Le représentant étatique fait ensuite valoir que même si le demandeur est bien le fils d’xxx xxx, la crainte de se faire tuer par vengeance pour des actes commis par son père ne correspondrait à aucun critère de fond de la Convention de Genève, la crainte de représailles relevant du droit commun, et qu’il n’est pas établi que l’intimé craindrait avec raison d’être persécuté en raison de son ancienne activité professionnelle de journaliste.

Sur le vu des faits de la cause qui sont les mêmes que ceux soumis aux juges de première instance, la Cour estime que ceux-ci ont, dans un examen complet et minutieux de tous les éléments recueillis, apprécié ces derniers à leur juste valeur et en ont tiré des conclusions juridiques exactes.

Il ont notamment souligné à juste titre que le requérant craint avec raison d’être persécuté en cas de retour dans son pays d’origine en raison des liens familiaux qui l’unissent à son père, lieutenant-colonel des forces armées au Rwanda, accusé d’avoir participé au génocide rwandais des tutsis, poursuivi devant le tribunal pénal international pour le Rwanda d’xxx et compte tenu du fait que son épouse, xxx xxx a été citée comme « témoin protégé » de la défense devant ledit tribunal.

L’intimé peut craindre également d’être persécuté pour des raisons ethniques, étant le fils d’un hutu et d’une tutsi, lui-même marié à une tutsi, et pour ses activités de journaliste durant la période 1990 à 1993 à Radio Rwanda, connue pour avoir sa part dans le génocide rwandais.

L’intimé remplissant les conditions posées par la Convention de Genève pour l’octroi du statut de réfugié politique, l’acte d’appel n’est pas fondé et le jugement entrepris est à confirmer.

Par ces motifs la Cour, statuant contradictoirement, reçoit l’acte d’appel du 27 juillet 2005, le dit non fondé et en déboute, parlant confirme le jugement entrepris du 29 juin 2005 dans toute sa teneur, condamne l’État aux frais et dépens de l’instance d’appel.

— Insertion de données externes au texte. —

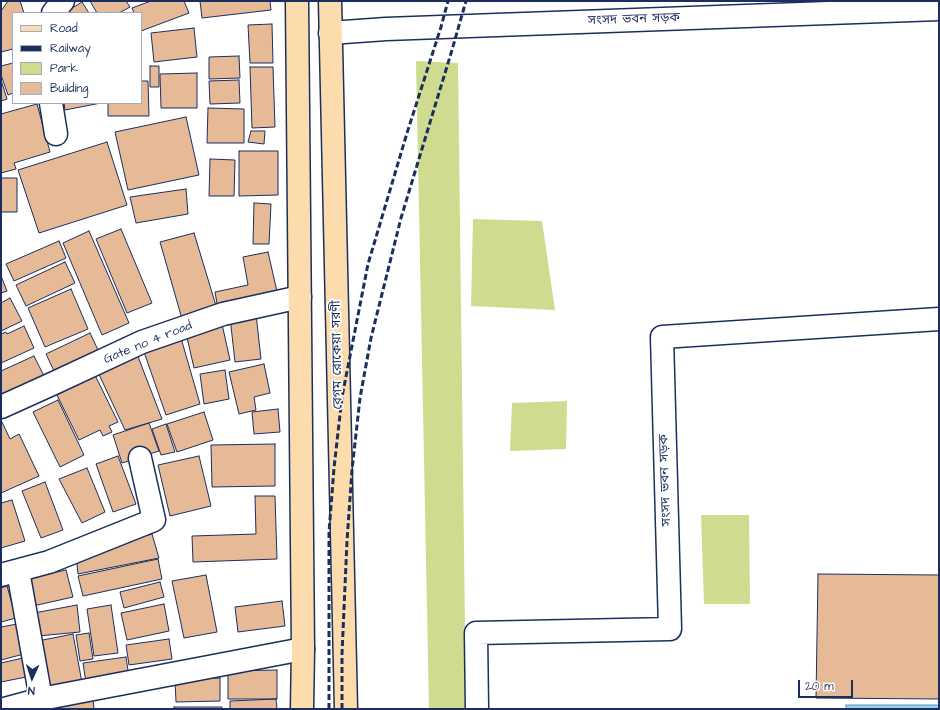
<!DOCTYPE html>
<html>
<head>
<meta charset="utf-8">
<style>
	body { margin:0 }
	#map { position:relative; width:940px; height:710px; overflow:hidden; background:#fff; font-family:"Architects Daughter",sans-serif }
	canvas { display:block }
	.frame { position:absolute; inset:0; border:2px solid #1b2f5e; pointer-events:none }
	.legend { position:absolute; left:12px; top:12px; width:130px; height:92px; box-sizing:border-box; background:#fff; border:1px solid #a4acbf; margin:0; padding:5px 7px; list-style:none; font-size:12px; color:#1b2f5e }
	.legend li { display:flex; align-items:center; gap:8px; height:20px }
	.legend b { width:20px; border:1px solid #a4acbf }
	.north { position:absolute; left:12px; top:658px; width:40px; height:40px; -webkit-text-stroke:3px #fff; paint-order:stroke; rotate:183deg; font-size:11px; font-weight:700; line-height:16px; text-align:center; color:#1b2f5e }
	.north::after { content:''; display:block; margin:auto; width:14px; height:18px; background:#1b2f5e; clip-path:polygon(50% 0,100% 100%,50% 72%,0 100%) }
	.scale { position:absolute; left:798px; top:680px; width:55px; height:18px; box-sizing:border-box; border:2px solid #1b2f5e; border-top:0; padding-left:5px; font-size:12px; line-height:14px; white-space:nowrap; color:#1b2f5e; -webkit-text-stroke:3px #fff; paint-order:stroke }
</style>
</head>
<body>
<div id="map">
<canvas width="940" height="710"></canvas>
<div class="frame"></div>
<ul class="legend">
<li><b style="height:5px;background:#fcdcac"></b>Road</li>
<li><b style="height:5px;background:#1b2f5e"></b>Railway</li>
<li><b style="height:11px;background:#cfdb8e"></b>Park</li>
<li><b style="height:11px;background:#e6ba96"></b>Building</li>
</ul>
<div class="north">N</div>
<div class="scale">20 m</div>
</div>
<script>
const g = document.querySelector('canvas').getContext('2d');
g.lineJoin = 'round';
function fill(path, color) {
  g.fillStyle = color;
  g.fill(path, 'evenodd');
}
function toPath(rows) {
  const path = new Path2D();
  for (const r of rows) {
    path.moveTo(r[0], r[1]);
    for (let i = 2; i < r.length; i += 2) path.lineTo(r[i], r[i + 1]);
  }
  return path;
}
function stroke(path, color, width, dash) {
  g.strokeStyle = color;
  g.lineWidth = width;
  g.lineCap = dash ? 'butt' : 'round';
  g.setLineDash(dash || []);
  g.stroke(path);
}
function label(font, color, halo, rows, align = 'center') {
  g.font = font + ' "Architects Daughter","Noto Sans Bengali",sans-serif';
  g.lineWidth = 3.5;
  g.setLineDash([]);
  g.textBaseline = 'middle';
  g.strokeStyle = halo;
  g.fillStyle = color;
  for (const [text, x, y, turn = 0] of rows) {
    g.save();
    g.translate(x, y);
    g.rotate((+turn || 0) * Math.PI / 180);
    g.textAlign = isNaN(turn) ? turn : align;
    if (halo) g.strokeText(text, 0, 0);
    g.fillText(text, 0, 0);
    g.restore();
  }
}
const green = toPath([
	[416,61,458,63,466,709,429,709],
	[473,219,542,221,555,310,471,306],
	[567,401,566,449,510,451,512,403],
	[701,515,749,515,750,604,704,604]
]);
const water = toPath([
	[846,705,939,705,939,709,846,709,846,705]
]);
const building = toPath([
	[8,1,20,1,24,13,13,13,13,49,1,52,1,11,8,1],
	[90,1,126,1,130,7,119,13,97,13,90,1],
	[151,1,184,1,189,13,141,31,141,13,134,13,132,8,151,1],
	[200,1,270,1,271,10,202,18,200,1],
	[82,2,89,13,64,13,82,2],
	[272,24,273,63,250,63,248,25,272,24],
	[194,28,197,57,154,62,151,33,194,28],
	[239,56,240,78,209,79,209,57,239,56],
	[13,63,13,93,8,95,1,75,1,66,13,63],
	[150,66,159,66,159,87,150,87,150,66],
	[250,67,273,67,275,127,252,128,250,67],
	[197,73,197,108,161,108,160,74,197,73],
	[1,80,7,99,1,101,1,80],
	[239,80,240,103,210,104,209,81,239,80],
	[141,81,148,81,149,116,108,116,108,103,141,103,141,81],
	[64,103,101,103,65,110,64,103],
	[37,104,50,152,14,163,16,169,1,173,1,114,37,104],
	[208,108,244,109,244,143,207,143,208,108],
	[186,117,199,175,128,190,115,132,186,117],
	[251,131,265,131,264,144,248,142,251,131],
	[107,142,127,205,39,233,18,170,107,142],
	[239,151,278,151,278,195,239,196,239,151],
	[210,159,235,160,234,196,209,196,210,159],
	[1,178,17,178,17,212,1,212,1,178],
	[186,189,188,214,136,223,130,197,186,189],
	[254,203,271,204,269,244,253,244,254,203],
	[121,229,152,303,127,313,96,239,121,229],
	[89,231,129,323,102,335,63,243,89,231],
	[194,233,217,309,182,319,160,242,194,233],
	[59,241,66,258,14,281,6,264,59,241],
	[268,252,278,296,218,309,215,292,248,285,243,257,268,252],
	[65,262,75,283,26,306,16,285,65,262],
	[1,276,7,291,1,293,1,276],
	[71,289,88,329,45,347,28,308,71,289],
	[10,298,22,321,1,331,1,303,10,298],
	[256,314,261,359,235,362,230,317,256,314],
	[222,324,230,360,194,368,186,333,222,324],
	[24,326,34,348,1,363,1,334,6,332,7,334,24,326],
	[90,333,99,352,55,373,46,354,90,333],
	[181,338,200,404,166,415,144,352,181,338],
	[137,354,162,419,125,430,96,368,137,354],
	[34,356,44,376,1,397,1,371,34,356],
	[264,364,270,393,254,397,256,410,239,414,229,372,264,364],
	[225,370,229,399,204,404,200,374,225,370],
	[94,373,118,422,109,426,112,432,103,436,100,430,79,440,55,391,94,373],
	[58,400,84,455,60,467,33,412,58,400],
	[278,409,280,432,254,434,252,412,278,409],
	[204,412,213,440,177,452,167,424,204,412],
	[1,422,2,422,10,439,19,434,39,476,1,493,1,422],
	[149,423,159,451,122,463,113,435,149,423],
	[166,424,175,452,161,455,152,429,166,424],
	[275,444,275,486,212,487,211,445,275,444],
	[118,456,136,504,113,512,96,464,118,456],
	[199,456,211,506,170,516,158,465,199,456],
	[87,468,105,512,82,523,59,479,87,468],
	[45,482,63,530,41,538,22,491,45,482],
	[255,496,275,496,277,559,193,562,192,536,256,534,255,496],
	[12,500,25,541,1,548,1,503,12,500],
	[152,534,159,558,78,574,76,555,152,534],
	[158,559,162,579,83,596,78,576,158,559],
	[66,570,73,597,33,606,27,579,66,570],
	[818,574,939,575,939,699,816,698,818,574],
	[206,575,217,632,184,638,172,581,206,575],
	[160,582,164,597,124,608,120,592,160,582],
	[7,586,16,618,1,622,1,588,7,586],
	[282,601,285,626,238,632,235,607,282,601],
	[164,604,169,631,127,640,121,613,164,604],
	[77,605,80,632,38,636,34,613,77,605],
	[111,605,118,653,94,656,87,609,111,605],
	[17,624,24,654,1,660,1,627,17,624],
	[89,633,93,659,80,661,76,635,89,633],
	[73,634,83,688,48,694,38,641,73,634],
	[169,639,172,659,129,665,126,645,169,639],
	[126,657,129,677,86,683,83,663,126,657],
	[23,658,26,677,1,682,1,663,23,658],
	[277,670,277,699,228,699,228,671,277,670],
	[220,678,220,701,176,702,175,680,220,678],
	[276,699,277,709,230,709,230,701,276,699],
	[93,700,94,709,54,709,54,704,93,700],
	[174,707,222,707,222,709,174,709,174,707]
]);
const minor = toPath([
	[53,13,63,1],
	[330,33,386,29,939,9],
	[51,103,56,134],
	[1,407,52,384,142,342,223,314,300,297],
	[18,571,41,699],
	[1,575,49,562,154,520,140,458],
	[4,709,41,699,303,649],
	[477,709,476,633,670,629,662,337,939,319]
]);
const major = toPath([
	[297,1,303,649,302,709],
	[330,1,346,709]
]);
const rail = toPath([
	[329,709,329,532,334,468,342,397,368,264,407,133,441,27,448,1],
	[342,709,342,654,347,541,352,470,360,398,371,338,401,218,452,50,466,1]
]);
const streetNames = [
	["সংসদ ভবন সড়ক",634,20,-2],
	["Gate no 4 road",148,343,-22],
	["বেগম রোকেয়া সরণী",338,355,-91],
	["সংসদ ভবন সড়ক",666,480,-92]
];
fill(green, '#cfdb8e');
fill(water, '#90d4f2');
stroke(water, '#6192b7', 1);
fill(building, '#e6ba96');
stroke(building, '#1b2f5e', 1);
stroke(minor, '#1b2f5e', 25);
stroke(major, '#1b2f5e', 25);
stroke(minor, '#fff', 22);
stroke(major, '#fcdcac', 22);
stroke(rail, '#1b2f5e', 3, [6, 3]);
label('13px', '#1b2f5e', '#fff', streetNames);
</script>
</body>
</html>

Ainsi délibéré et jugé par Marion Lanners, présidente Christiane Diederich-Tournay, premier conseiller, rapporteur Carlo Schockweiler, conseiller et lu par la présidente Marion Lanners en l’audience publique au local ordinaire des audiences de la Cour à la date indiquée en tête en présence du greffier en chef de la Cour Erny May.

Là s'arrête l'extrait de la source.